広橋家から使いが来たのは、晩秋の雨の朝だった。

 近衛家の商売が公家社会の中で話題になり始めていることは、お梅の情報網で把握していた。好意的な話ばかりではない。「公家の姫君が商いとはしたない」という声が、どこからともなく漏れ聞こえてきていた。

 しかし表立った異議申し立ては、今日まで来ていなかった。

 来るとすれば、どこからか。

 糸子はずっと考えていた。

 近衛家と同格の五摂家からは来ない。同格の家が互いの内政に口を出すことは、格式上難しい。幕府からも今の段階では来ない。近衛家の商売はまだ幕府が動くほどの規模ではないし、御所との関係を持つ近衛家に幕府が軽々しく口を出せばそれ自体が問題になる。

 では残るは。

 清華家だ。

 公家の家格は上から順に、皇族、摂家、清華家、大臣家、羽林家と続く。清華家は摂家の下、大臣家の上に位置する家柄で、太政大臣にまでなれる名門だ。摂家ほどの格式はないが、公家社会の中で大きな発言力を持っている。

 そして近衛家と清華家の間には、長い付き合いがある。良い意味でも、悪い意味でも。

 広橋家は清華家の中でも、近衛家との縁が深い家だ。

 使いが持ってきた文書を読んで、糸子は予測が当たったことを確認した。

 広橋権中納言様が近衛家当主に直接お話があると、改まった形で申し入れてきている。

 お梅が心配そうな顔で言った。

「姫様、広橋様は近衛家とは昔からお付き合いのある御家でございます。それが改まって申し入れてこられるということは……」

「内容は分かっています」

「やはり商売のことでございますか」

「おそらくそうです」

 糸子は文書をもう一度読んだ。

 文面は丁寧だ。角が立たないように配慮されている。しかしその丁寧さの裏に、「正式な場で話し合いたい」という意思がはっきりと読み取れる。

 非公式な場で済ませるつもりがない。

 それは、向こうが本気だということだ。

「お梅、父上に広橋様をお通しするよう伝えて頂戴。わたくしも同席します」

「姫様も、でございますか」

「相手が何を本当に言いに来るのか、直接見てみたいのです」

 お梅が少し躊躇した。

「広橋様は権中納言でいらっしゃいます。姫様が同席なさることを、向こうが快く思わない場合も」

「快く思わないなら、それはそれで構いません。どう出るかを見てみましょう」


 二日後、広橋権中納言が近衛家を訪ねてきた。

 六十がらみの、痩せた老人だった。長年公家社会で生きてきた人間特有の、静かな威圧感がある。着物は質素だが品がよく、所作の一つ一つが長年の習慣から来ている。

 そして老人の後ろに、一人の青年がいた。

 二十歳前後だろうか。広橋家の嫡男らしく、父親と同じく礼儀正しく頭を下げている。
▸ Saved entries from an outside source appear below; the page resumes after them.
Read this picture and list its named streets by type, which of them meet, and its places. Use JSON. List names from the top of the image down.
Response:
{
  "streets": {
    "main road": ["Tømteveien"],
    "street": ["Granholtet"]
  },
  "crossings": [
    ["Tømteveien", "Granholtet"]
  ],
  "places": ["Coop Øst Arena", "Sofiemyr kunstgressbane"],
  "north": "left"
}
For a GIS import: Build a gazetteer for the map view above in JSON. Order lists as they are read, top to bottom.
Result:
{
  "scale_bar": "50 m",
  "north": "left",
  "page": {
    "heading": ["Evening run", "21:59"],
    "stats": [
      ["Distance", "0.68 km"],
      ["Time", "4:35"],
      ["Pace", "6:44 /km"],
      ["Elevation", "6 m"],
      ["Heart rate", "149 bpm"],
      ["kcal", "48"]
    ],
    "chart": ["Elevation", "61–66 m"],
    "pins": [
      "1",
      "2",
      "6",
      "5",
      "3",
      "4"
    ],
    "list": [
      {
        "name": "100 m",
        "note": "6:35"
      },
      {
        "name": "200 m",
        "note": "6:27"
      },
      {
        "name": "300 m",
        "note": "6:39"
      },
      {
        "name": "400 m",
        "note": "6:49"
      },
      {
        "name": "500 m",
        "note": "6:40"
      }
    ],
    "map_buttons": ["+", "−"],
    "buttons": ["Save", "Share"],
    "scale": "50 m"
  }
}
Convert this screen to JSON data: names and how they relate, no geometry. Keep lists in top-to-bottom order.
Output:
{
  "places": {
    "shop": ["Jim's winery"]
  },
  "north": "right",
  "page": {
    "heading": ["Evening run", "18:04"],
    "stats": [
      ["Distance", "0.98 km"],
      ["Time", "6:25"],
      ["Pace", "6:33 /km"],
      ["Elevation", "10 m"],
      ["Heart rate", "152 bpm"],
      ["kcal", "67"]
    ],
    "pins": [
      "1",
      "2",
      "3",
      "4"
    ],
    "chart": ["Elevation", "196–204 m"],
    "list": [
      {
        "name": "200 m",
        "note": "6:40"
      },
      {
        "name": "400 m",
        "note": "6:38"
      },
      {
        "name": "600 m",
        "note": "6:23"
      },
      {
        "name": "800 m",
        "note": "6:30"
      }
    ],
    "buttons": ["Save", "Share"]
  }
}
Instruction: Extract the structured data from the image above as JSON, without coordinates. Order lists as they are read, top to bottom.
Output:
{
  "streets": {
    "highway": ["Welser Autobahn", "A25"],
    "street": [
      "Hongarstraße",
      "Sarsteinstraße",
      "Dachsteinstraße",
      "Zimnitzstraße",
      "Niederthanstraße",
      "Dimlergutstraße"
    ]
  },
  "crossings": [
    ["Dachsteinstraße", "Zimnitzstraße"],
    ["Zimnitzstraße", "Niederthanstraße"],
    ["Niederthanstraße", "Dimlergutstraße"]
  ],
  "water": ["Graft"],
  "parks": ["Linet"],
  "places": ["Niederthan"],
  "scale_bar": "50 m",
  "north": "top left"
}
しかしその目が、座敷に入った瞬間に糸子を見て、一瞬止まった。

 糸子は広橋権中納言の挨拶を、父上の隣で静かに受けた。

 権中納言は糸子が同席していることを見て、わずかに表情が動いた。

 驚き、ではない。

 想定はしていたが、実際に見ると少し違和感がある、という表情だ。

 糸子はその表情を正面から受けながら、内心で素早く判断した。

 向こうは糸子が同席することを、事前に予測していた。ということは、今回の申し入れ自体が、近衛家の商売を実質的に仕切っているのが糸子だという情報を把握したうえでの行動だ。

 情報は向こうにもある。

 甘く見てはいけない相手だ。

 父上が穏やかに挨拶を返した後、広橋権中納言が口を開いた。

「近頃の近衛家のご商売について、少々お話ししたいことがございまして」

「はい、伺っております」父上が答えた。「どのようなことでしょうか」

「率直に申し上げます」

 権中納言の声は穏やかだが、言葉は直接的だった。

「公家が商いを行うことは、古来からの慣わしに照らして、いかがなものかと思う次第でございます。近衛家はこの国で最も格式の高い御家の一つ。その格式が商いによって……その、些か損なわれるのではないかと」

 父上がゆっくりと頷いた。

「ご心配をおかけしているようで、申し訳ございません」

 糸子は父上が謝罪に向かいかけているのを感じて、静かに口を開いた。

「広橋様、少しよろしゅうございますか」

 権中納言の目が糸子に向いた。

 糸子は続けた。

「近衛家の格式が商いによって損なわれる、とおっしゃいましたが、その点についてお考えをもう少し詳しく伺えますか。具体的にどのような形で損なわれると、お考えでしょうか」

 権中納言が少し間を置いた。

 六歳の姫君から、こういう問い返しが来るとは想定していなかったのだろう。しかし動じた様子はない。長年の経験が、この程度の意外さは受け止められるだけの落ち着きを与えている。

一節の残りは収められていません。